Thursday, November 20, 2014

Consider...

    When I begin to think about preparing my heart to leave ministry here in Nsoko and eventually head back to Colorado, there are so many things that come to my mind.  Bittersweet doesn't even begin to describe the many different feelings I have felt over the last weeks and months.  But the more I reflect on things and look back at pictures and think of times with different people, the more I am humbled and amazed at God's faithfulness.  
   In the grocery store today, one of my favorite gogos hugged me & wouldn't let go.  I first met her in 2012 as she was collecting caterpillars as we sat under the tree and she told us how she struggled to provide for the three grandchildren that she was caring for.  Two of them are double orphans, and it's been a blessing and a privilege to walk with them the past few years - seeing her cry tears of joy over a birthday cake and a wheelbarrow on her birthday last year, seeing her excitement and relief when we took the kids to get school shoes, seeing her cry and immediately start praying as we gave her an audio Bible earlier this year.  And even today, hearing her describe her gratefulness over a chicken we gave her 2 months ago to eat.  God has been (and will continue to be) faithful in her life as she has prayed desperate and mighty prayers to Him. 
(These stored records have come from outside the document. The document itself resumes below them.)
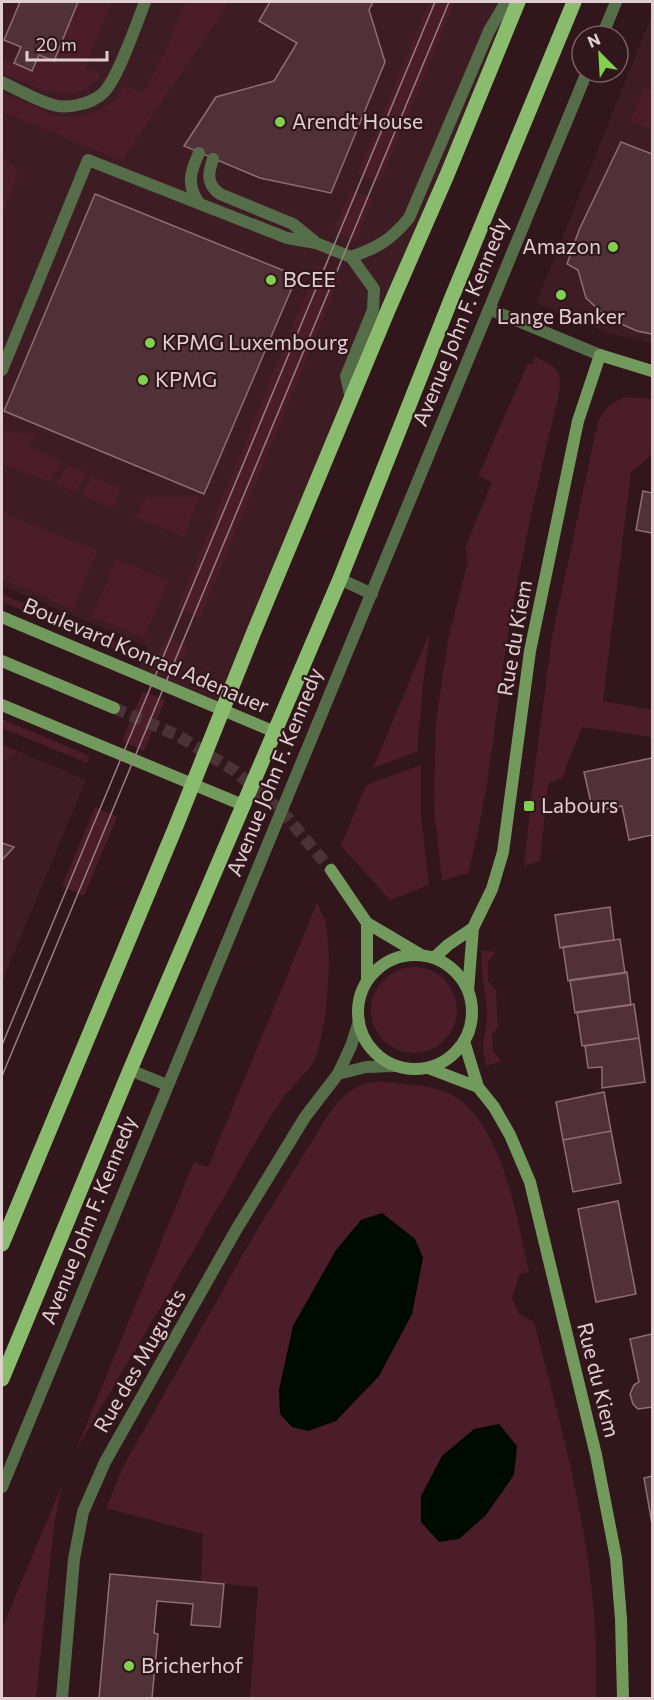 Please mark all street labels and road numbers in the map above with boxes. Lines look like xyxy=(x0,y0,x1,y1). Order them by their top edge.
street label: Avenue John F. Kennedy xyxy=(406,213,513,429)
street label: Rue du Kiem xyxy=(491,578,536,698)
street label: Boulevard Konrad Adenauer xyxy=(20,591,273,718)
street label: Avenue John F. Kennedy xyxy=(220,663,327,879)
street label: Avenue John F. Kennedy xyxy=(34,1111,141,1327)
street label: Rue des Muguets xyxy=(87,1284,190,1436)
street label: Rue du Kiem xyxy=(573,1320,626,1440)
   As we were walking through another part of the grocery store, we saw another old friend - who called us a month or so ago to ask us to come pray with him because he thought he was dying.  This man who we have known for years, and who we watched as he lovingly and selflessly cared for his disabled sister.  We saw his curiosity over the stories Jesus told in the Bible, and we saw his helplessness when his sister eventually died and he called us to help get her body to the morgue because they didn't have any options.  God has been (and will continue to be) faithful to him as he seeks Him in a land of brokenness.  
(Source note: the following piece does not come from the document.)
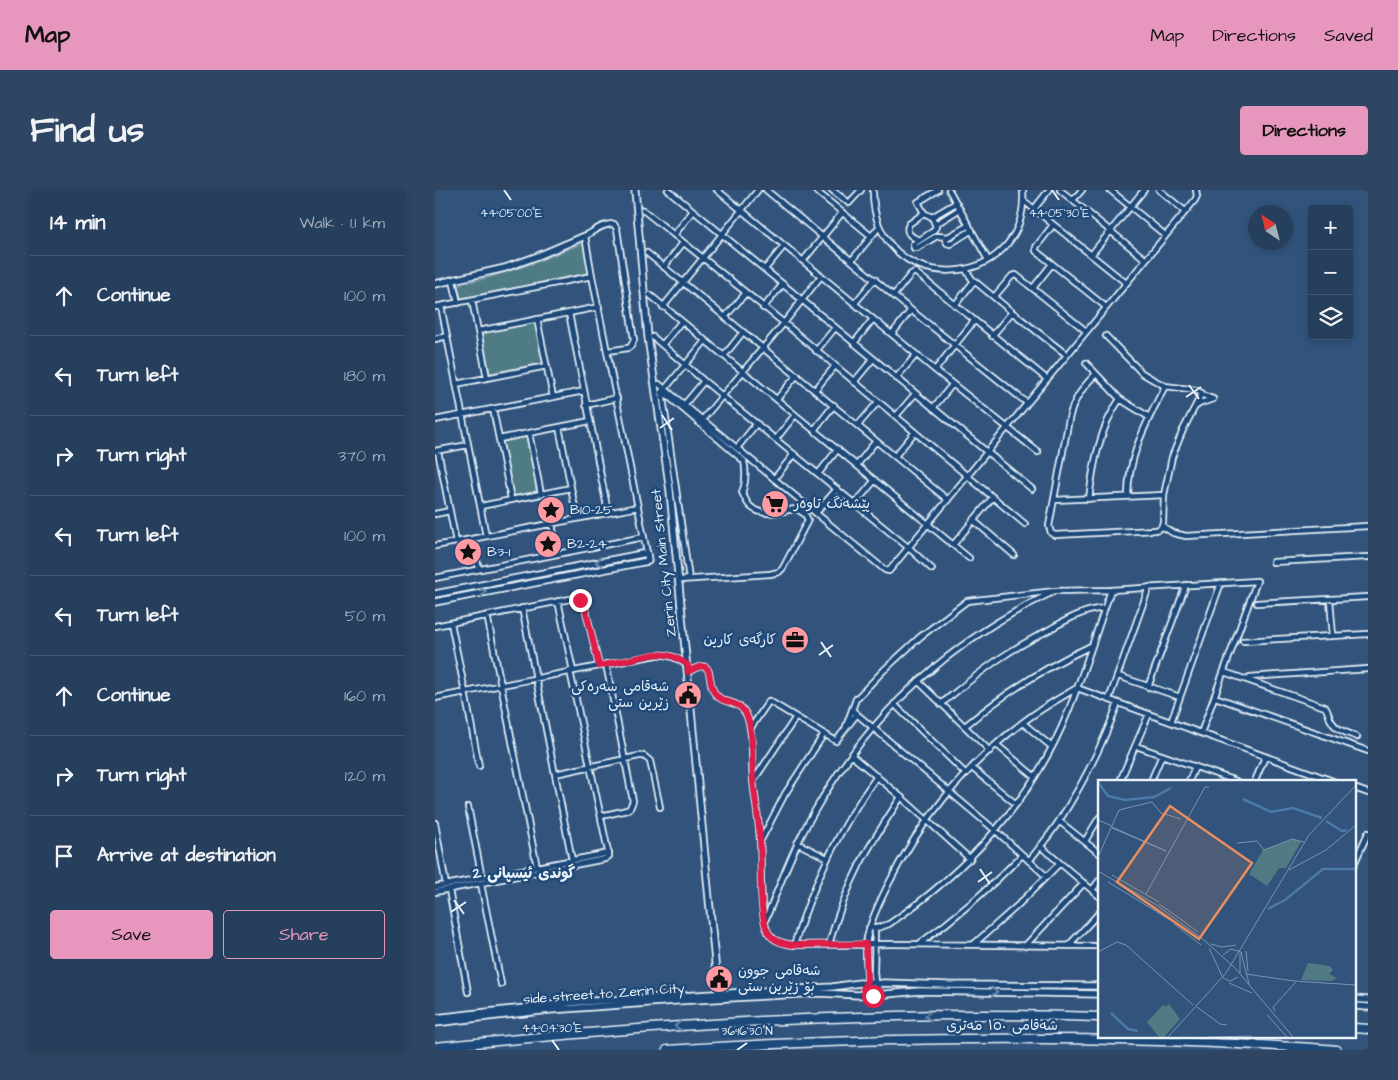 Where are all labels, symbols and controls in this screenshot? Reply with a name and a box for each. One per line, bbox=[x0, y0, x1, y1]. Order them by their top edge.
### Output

   As we were leaving the grocery store, I saw another friend - a young woman who was beaten so badly by her grandmother that she couldn't walk for many years.  She is a double orphan who cares for her older brother, who is disabled and also a younger sister who is still in school.  God has been (and will continue to be) faithful to them as they walk through a life of suffering, hoping in Him when there isn't much earthly hope for them.  
    As I have said many times before, I feel like I am sitting in the front row of a movie theater, watching the many ways God is at work here in Nsoko...and it just so happens to be my life!  And as the blog is titled - this is just one blink of my eye - one view of how God is at work here.  So as I reflect back on the last 5 years of ministry here with AIM and CHC, I am going to share some of those reflections here - partly to thank you for your prayers, support, encouragement, and friendships; partly to help my own heart process the different feelings that I am feeling; but mostly to praise and glorify God for the great things He has done (and continues to do) in us, through us, and around us in Nsoko.  Join me over the next few weeks as I share here on my blog some of the many ways He has been at work here in Nsoko!

"Only fear the Lord and serve him faithfully with all your heart. 
For consider what great things he has done for you."